Dorian Gray’ın portresi tekrar tekrar okunacak, üzerine yeniden düşünülecek bir kitap. 1850’lerde yazıldığına inanamıyor insan, sanki bambaşka, daha modern bir zamanda Londra’dasınız. Bazen Basil’in atölyesinde, bazen bir davette, bazen Dorian’ın kıymetli taşlar ve işlemeli kumaşlarıyla olan odasında Lord Henry’le sohbetlerinin içindesiniz.
Lord Henry oldukça etkileyici bir kişilik. Sanki tüm duygularından arınmış, sadece hedonizme yönelen ve duyularıyla hareket eden biri. Dorian’a olan duyguları neredeyse yok gibi, deneyini ve incelemelerini uzun yıllar kalbini bu işe karıştırmadan Dorian’ı izleyerek, etkileyerek devam ettiriyor. Onun zararsız gördüğü deneyi Dorian’ın potansiyeli ile birleşince ortaya Henry’nin bile tahmin etmediği sonuçlar çıkıyor.

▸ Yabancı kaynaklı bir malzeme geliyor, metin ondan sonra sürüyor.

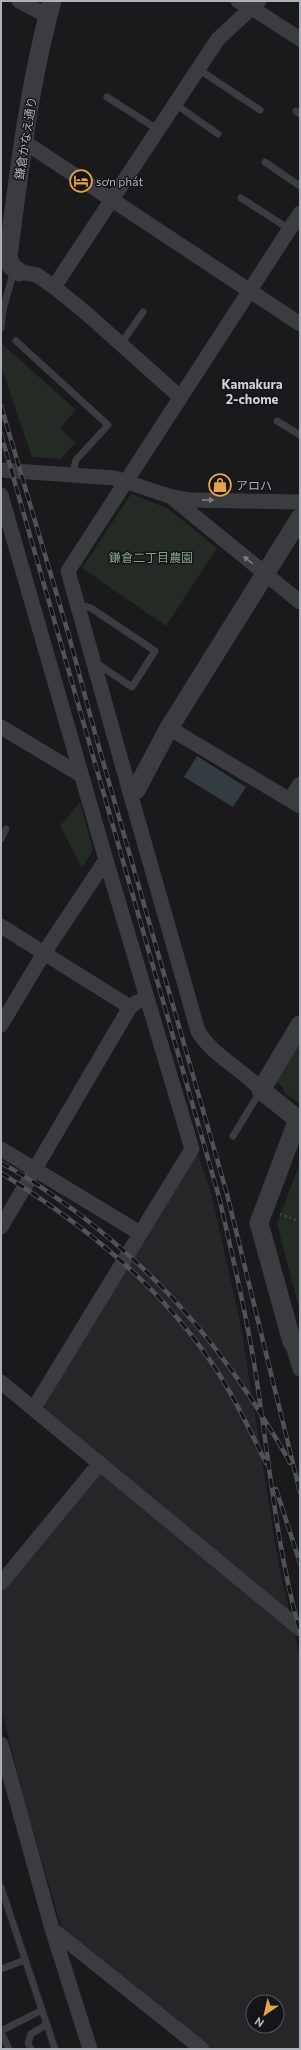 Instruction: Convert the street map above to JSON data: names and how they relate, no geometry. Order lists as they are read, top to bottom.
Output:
{
  "streets": {
    "street": ["鎌倉かなえ通り"]
  },
  "districts": ["Kamakura 2-chome"],
  "parks": ["鎌倉二丁目農園"],
  "places": {
    "hotel": ["sơn phát"],
    "shop": ["アロハ"]
  },
  "north": "bottom left"
} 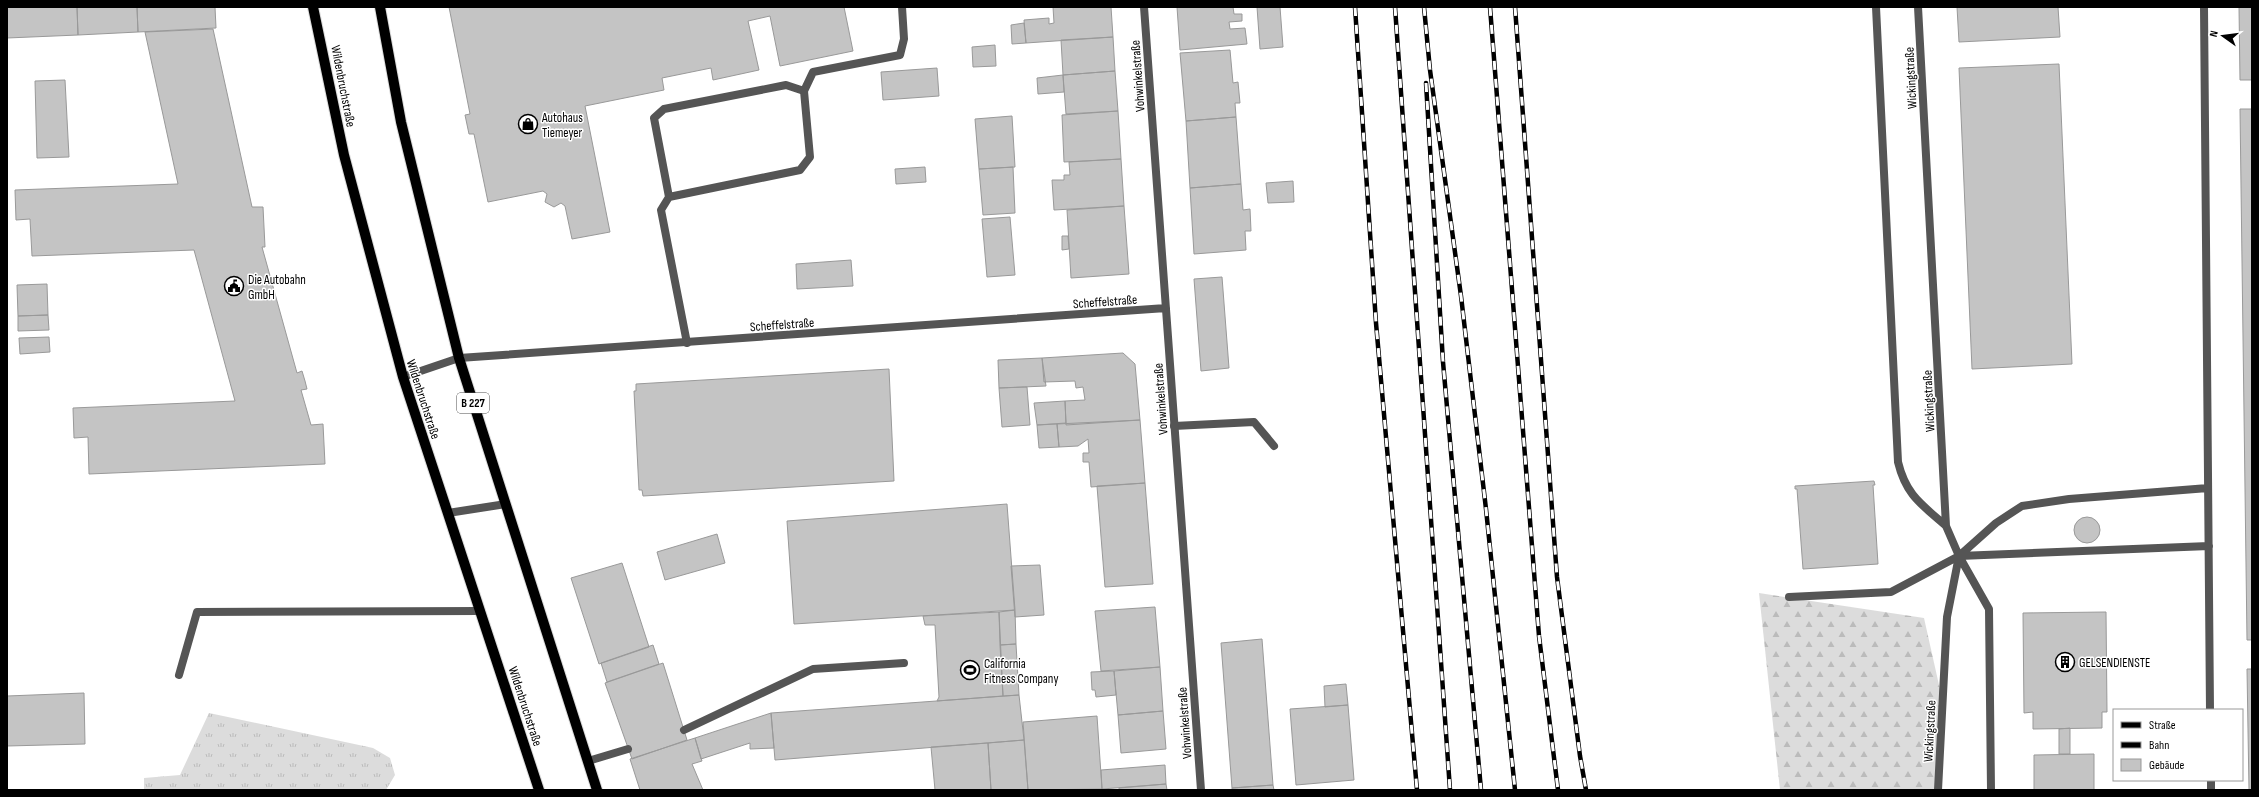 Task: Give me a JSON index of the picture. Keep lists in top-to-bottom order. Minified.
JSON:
{"streets":{"main road":["Wildenbruchstraße","B 227"],"street":["Vohwinkelstraße","Wickingstraße","Scheffelstraße"]},"crossings":[["Vohwinkelstraße","Scheffelstraße"],["Wildenbruchstraße","Scheffelstraße"],["Scheffelstraße","B 227"]],"places":{"shop":["Autohaus Tiemeyer"],"public building":["Die Autobahn GmbH"],"building":["GELSENDIENSTE"],"sports":["California Fitness Company"]},"legend":["Straße","Bahn","Gebäude"],"north":"left"} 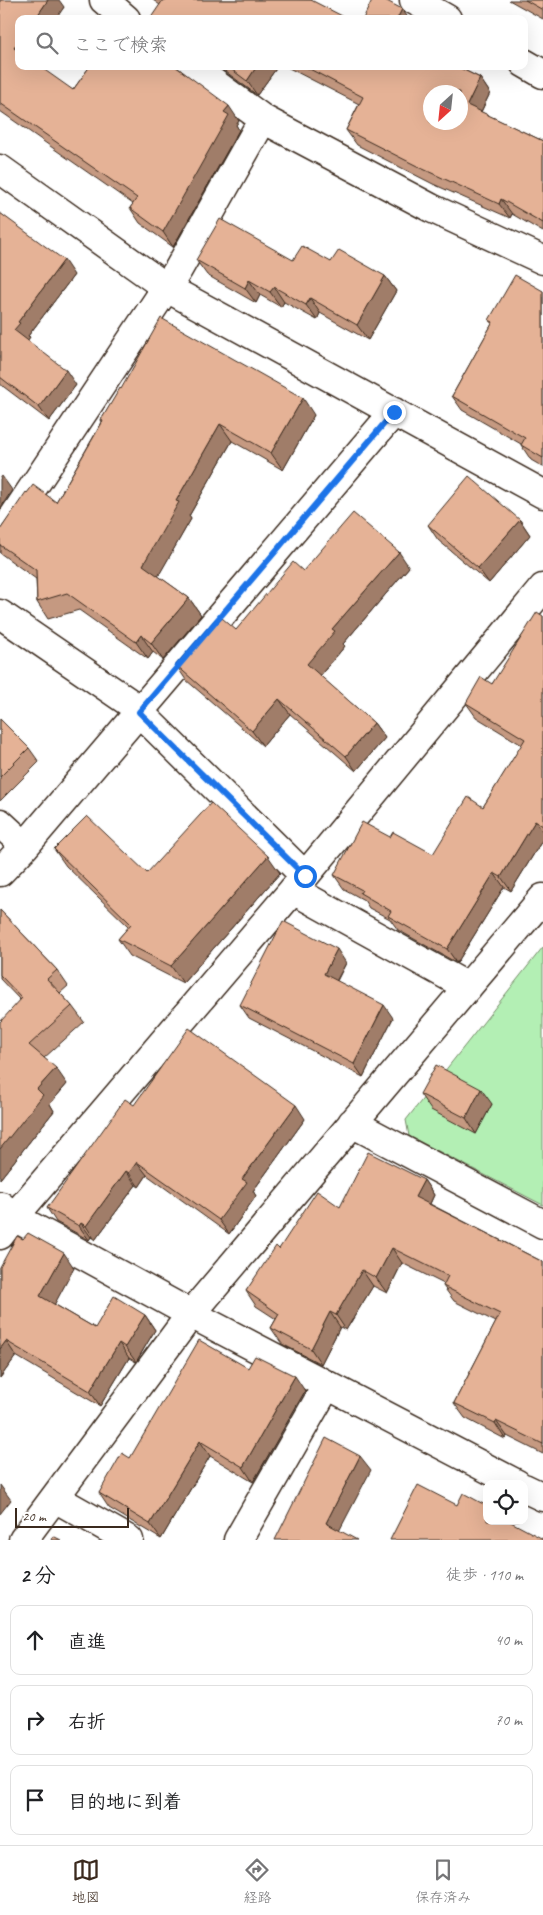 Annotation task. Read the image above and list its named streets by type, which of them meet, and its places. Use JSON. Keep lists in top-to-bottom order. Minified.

Çünkü Dorian hiçbir dürtüsünü boğmak istemiyor.
“ Boğmaya çalıştığımız her dürtü zihnimize iyice yerleşiyor ve bizi zehirliyor. Vücut bir kez günah işler ve günahla ilişkisi kesilir, çünkü eylem bir tür arınmadır. Geriye bir hazzın anısından ya da pişmanlığın lüksünden başka bir şey kalmaz. Şeytana kapılmaktan kurtulmanın tek yolu ona boyun eğmektir. Karşı koyarsanız, ruhunuz kendine yasakladıklarına, kendi canavarca yasalarının canavarlaştırdığı ve yasadışı kıldığı şeyler karşı duyduğu arzu yüzünden hastalanır.”